Gelatik berkata, "Wahai Nasar, saudaraku, sampaikan pada kami tentang bayi yang baru lahir lainnya, yang dapat berbicara dalam buaian!" Nasar diam sejenak, melihat sekeliling, lalu menjawab, "Sebenarnya aku dengan suka-cita menyampaikannya kepada kalian, namun, akan lebih baik jika yang lain menyampaikannya." Gelatik bertanya, "Jadi, siapa yang akan menyampaiknannya?" Nasar berseru, "Wahai saudariku Wari, silahkan tampil ke depan!" Burung Kaswari melangkah maju, tersenyum, lalu menyapa, "Assalaamualaikum, saudara-saudariku!" Para unggas menjawab, "Wa 'alaikumussalaam warahmatullaahi wabarakaatuh!" Nasar lalu berkata, "Wari, sampaikanlah kisah Nabi Isa, alaihissalam!"
Kaswari berfikir sebentar, lalu melanjutkan, "Aku tak tahu mengapa mereka membunuh para nabi. Sejauh yang kutahu, pembunuhan para ulama terus berlangsung hingga saat ini, baik pembunuhan karakter atau pemenjaraan, dan pembunuhan yang sesugguhnya. Segala yang telah mereka lakukan, hanya bertujuan agar tak ada yang menghalangi hasrat mereka." Allah Ta'ala berfirman,
إِنَّ الَّذِينَ يَكْفُرُونَ بِآيَاتِ اللَّهِ وَيَقْتُلُونَ النَّبِيِّينَ بِغَيْرِ حَقٍّ وَيَقْتُلُونَ الَّذِينَ يَأْمُرُونَ بِالْقِسْطِ مِنَ النَّاسِ فَبَشِّرْهُمْ بِعَذَابٍ أَلِيمٍ
"Sesungguhnya orang-orang yang mengingkari ayat-ayat Allah dan membunuh para nabi tanpa hak (alasan yang benar) dan membunuh orang-orang yang menyuruh manusia berbuat adil, sampaikanlah kepada mereka, kabar gembira, yaitu azab yang pedih." - (QS.3:21)
Para nabi menyampaikan kepada mereka apa yang Allah syariatkan bagi mereka, namun mereka membunuh para nabi itu, tanpa sebab atau kejahatan yang dilakukan oleh para nabi ini, mereka hanya menyerukan kebenaran. Dan mereka juga membunuh orang-orang yang menyuruh berbuat adil, dengan demikian, pembunuhan terhadap mereka merupakan seburuk-buruknya kesombongan."
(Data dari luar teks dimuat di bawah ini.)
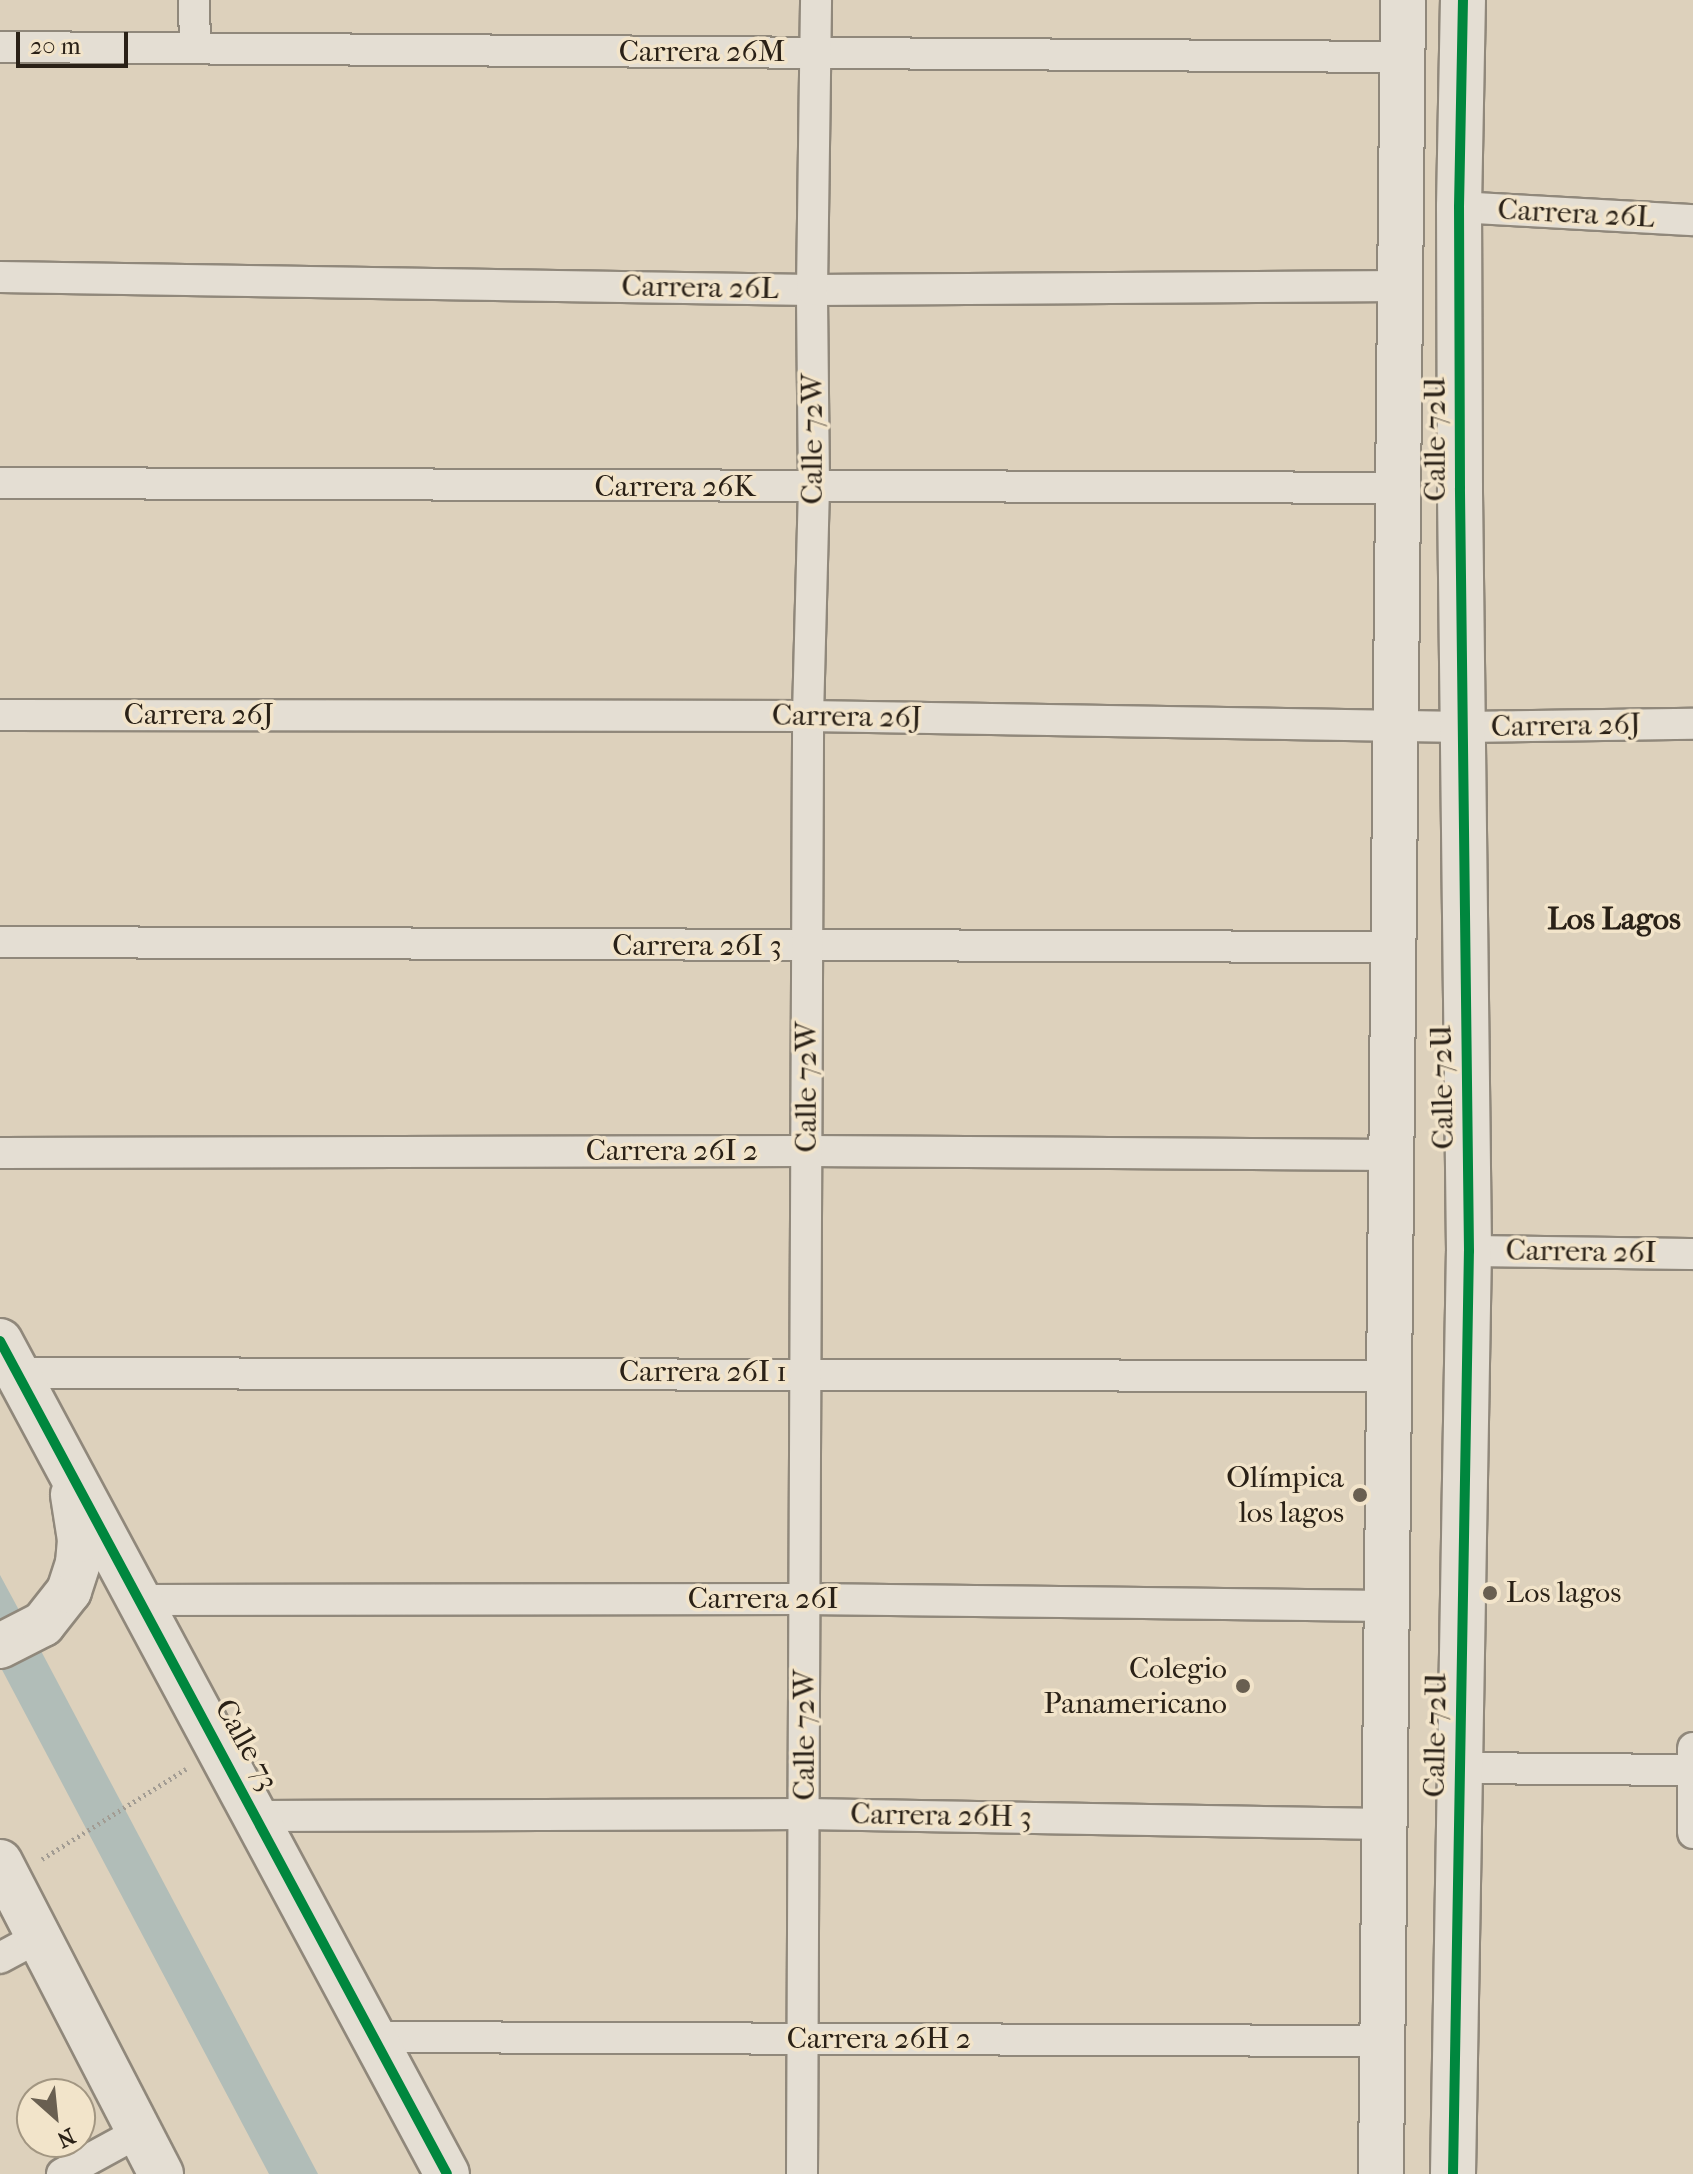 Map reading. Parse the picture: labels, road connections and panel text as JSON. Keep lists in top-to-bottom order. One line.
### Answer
{"streets":{"street":["Carrera 26M","Carrera 26L","Calle 72W","Calle 72U","Carrera 26K","Carrera 26J","Carrera 26I 3","Carrera 26I 2","Carrera 26I","Carrera 26I 1","Calle 73","Carrera 26H 3","Carrera 26H 2"]},"crossings":[["Carrera 26M","Calle 72W"],["Carrera 26M","Calle 72U"],["Carrera 26L","Calle 72W"],["Carrera 26L","Calle 72U"],["Calle 72W","Carrera 26K"],["Calle 72W","Carrera 26J"],["Calle 72W","Carrera 26I 3"],["Calle 72W","Carrera 26I 2"],["Calle 72W","Carrera 26I"],["Calle 72W","Carrera 26I 1"],["Calle 72W","Carrera 26H 3"],["Calle 72W","Carrera 26H 2"],["Calle 72U","Carrera 26K"],["Calle 72U","Carrera 26J"],["Calle 72U","Carrera 26I 3"],["Calle 72U","Carrera 26I 2"],["Calle 72U","Carrera 26I"],["Calle 72U","Carrera 26I 1"],["Calle 72U","Carrera 26H 3"],["Calle 72U","Carrera 26H 2"],["Carrera 26I","Calle 73"],["Carrera 26I 1","Calle 73"],["Calle 73","Carrera 26H 3"],["Calle 73","Carrera 26H 2"]],"districts":["Los Lagos"],"places":["Olímpica los lagos","Los lagos","Colegio Panamericano"],"scale_bar":"20 m","north":"bottom right"}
"Wahai saudara-saudariku, Allah telah memilih Nabi Adam, Nuh, keluarga Ibrahim dan keluarga Imran melebihi para penduduk di bumi. Sebagai misal, Allah memilih Nabi Adam, alaihissalam, menciptakannya dengan Tangan-Nya dan meniupkan ruh kehidupan ke dalam dirinya. Allah memerintahkan para malaikat bersujud di hadapan Adam, mengajarinya nama-nama segala sesuatu dan mengizinkannya tinggal di Firdaus, namun kemudian mengutusnya turun ke bumi sesuai hikmah-Nya.
Nabi Nuh dan Ibrahim, alaihimassalam, masing-masing dari kedua nabi ini memiliki kualitas istimewa. Saat Allah menetapkan para penduduk bumi tenggelam, kecuali mereka yang beriman kepada Nabi Nuh dan ikut naik ke atas bahtera, Allah menjadikan anak-keturunan Nabi Nuh penghuni bumi. Semenjak peristiwa itu, para penduduk bumi masih merupakan keturunan Nabi Nuh, alaihissalam. Allah memilih Nabi Nuh, alaihissalam, dan menjadikannya Rasul pertama bagi penduduk bumi, ketika kaumnya menyembah berhala dan menyekutukan Allah dalam beribadah. Allah membalas bagaimana Nabi Nuh diperlakukan, karena ia terus menyeru kaumnya, siang dan malam, baik secara terbuka maupun secara sembunyi-sembunyi, dalam waktu yang sangat lama. Namun, seruannya tak ditanggapi, bahkan mereka menjauh, dan inilah saat-saat Nabi Nuh memohon kehancuran mereka. Maka Allah menjadikan mereka tenggelam, dan tak ada di antara mereka yang selamat, kecuali mereka yang mengikuti agama yang diwahyukan Allah melalui Nabi Nuh, alaihissalam.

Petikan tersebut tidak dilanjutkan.